As temperatures heat up in the Valley, there are several ways to ensure your pool is as safe as possible for kids.
The first and best line of defense by far is constant supervision.
“Every child drowning is preventable,” said Tiffaney Isaacson, Water Safety Coordinator with the Phoenix Children’s Hospital.
“I would put as many barriers between the children and the water as you possibly can,” she said.
Isaacson heads up the Water Watchers program with the hospital, and hosts free seminars to educate parents about pool safety. She says everyone needs to do a full inspection of their backyard to identify the weaknesses in their personal safety system.
“Get down to the level of a child,” said Isaacson. “Look at the pool from a child’s perspective, and think about what you would use to get over the pool fence.”
Isaacson suggests using the “Under, over, through” rule: Think about ways to prevent your child from getting under the fence, over the fence, or through the fence.
UNDER: if there is loose soil under the fence that a child could dig through, seal it with concrete.
OVER: make sure there is nothing surrounding the pool that a child could use to climb over the fence, like a chair or a planter.
THROUGH: make sure the space between the bars of the fence is no wider than a soda can.
The Arizona sun can cause damage and warping to the fence, so check it regularly to make sure it works as well as it did the day you bought it.
The fence should be at least five feet high, with only enough space between the bars to fit a soda can.

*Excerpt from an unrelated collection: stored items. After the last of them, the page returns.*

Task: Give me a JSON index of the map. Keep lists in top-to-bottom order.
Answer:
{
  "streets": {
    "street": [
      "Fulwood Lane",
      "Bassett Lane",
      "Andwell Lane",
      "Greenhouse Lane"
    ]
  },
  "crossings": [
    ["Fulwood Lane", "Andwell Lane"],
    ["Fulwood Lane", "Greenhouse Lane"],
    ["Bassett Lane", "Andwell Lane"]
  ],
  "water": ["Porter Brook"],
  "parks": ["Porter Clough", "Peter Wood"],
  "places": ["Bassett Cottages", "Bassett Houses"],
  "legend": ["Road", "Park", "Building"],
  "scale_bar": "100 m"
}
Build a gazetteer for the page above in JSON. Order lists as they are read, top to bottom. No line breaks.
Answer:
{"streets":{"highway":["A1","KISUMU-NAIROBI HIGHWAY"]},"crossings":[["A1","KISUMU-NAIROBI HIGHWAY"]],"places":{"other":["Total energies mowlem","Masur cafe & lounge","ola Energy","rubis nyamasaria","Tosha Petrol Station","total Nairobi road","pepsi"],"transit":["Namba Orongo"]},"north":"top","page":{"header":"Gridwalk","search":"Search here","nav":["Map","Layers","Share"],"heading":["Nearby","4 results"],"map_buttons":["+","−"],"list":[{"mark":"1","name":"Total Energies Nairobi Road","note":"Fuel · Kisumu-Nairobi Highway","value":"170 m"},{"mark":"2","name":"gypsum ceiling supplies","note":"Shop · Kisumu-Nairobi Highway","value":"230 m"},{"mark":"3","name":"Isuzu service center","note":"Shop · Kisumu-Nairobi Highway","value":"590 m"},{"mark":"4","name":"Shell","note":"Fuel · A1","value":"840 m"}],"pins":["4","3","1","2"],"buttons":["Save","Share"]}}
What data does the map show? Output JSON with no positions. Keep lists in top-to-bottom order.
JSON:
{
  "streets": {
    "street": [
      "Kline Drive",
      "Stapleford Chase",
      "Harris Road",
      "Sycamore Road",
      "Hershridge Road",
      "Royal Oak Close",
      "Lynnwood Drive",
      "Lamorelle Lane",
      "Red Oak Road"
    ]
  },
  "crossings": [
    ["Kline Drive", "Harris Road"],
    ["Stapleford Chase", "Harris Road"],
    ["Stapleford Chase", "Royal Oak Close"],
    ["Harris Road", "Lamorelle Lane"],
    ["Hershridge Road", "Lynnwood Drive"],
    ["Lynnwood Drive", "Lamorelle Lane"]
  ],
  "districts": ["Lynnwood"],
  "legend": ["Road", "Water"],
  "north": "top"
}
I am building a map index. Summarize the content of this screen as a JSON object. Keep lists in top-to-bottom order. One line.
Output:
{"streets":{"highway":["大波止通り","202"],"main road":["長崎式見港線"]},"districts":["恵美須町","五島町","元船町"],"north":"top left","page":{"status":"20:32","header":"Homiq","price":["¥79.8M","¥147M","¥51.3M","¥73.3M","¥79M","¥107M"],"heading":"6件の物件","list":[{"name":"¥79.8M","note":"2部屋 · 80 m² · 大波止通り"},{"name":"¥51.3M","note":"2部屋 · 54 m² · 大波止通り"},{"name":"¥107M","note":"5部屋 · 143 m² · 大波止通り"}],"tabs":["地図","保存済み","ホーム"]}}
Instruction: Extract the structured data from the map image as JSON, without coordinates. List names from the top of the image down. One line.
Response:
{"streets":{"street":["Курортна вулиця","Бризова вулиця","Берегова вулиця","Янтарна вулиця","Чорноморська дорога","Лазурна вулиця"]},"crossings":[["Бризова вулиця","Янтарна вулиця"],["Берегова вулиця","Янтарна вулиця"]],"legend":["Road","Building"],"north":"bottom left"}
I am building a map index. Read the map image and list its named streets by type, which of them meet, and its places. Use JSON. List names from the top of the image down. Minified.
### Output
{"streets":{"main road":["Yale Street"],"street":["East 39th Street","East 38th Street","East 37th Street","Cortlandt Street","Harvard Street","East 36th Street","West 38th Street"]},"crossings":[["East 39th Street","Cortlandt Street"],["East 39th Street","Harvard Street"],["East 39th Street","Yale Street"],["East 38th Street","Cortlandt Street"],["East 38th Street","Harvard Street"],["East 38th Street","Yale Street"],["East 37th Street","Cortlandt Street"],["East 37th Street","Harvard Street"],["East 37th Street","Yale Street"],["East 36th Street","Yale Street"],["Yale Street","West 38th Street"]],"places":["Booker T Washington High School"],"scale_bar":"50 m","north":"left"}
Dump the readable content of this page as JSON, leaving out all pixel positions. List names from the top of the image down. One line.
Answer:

If the pool backs up to the house, make sure any entrance (doors and windows) have child-proof locks.
Child-proof the latch that opens the pool gate. The traditional flip latch is easy for kids to prop open with a stick or other tool.
“There are also pool nets that can be installed over the pool, and some of those nets can be designed to hold the weight of the child,” said Isaacson, if a fence isn’t an option.
Another good tip is to set an alarm to your back door. Many people will set an alarm at night and turn it off when they wake up. But many alarm systems offer a “chime” feature to ring every time the door opens.
So far this year, there have been 42 water-related rescues in Maricopa and Pinal Counties. 17 people have died, including 8 children.
Services like “Home Hazard Prevention” are available, in which experts come out and inspect your home to make sure the pool area is safe for children and adults.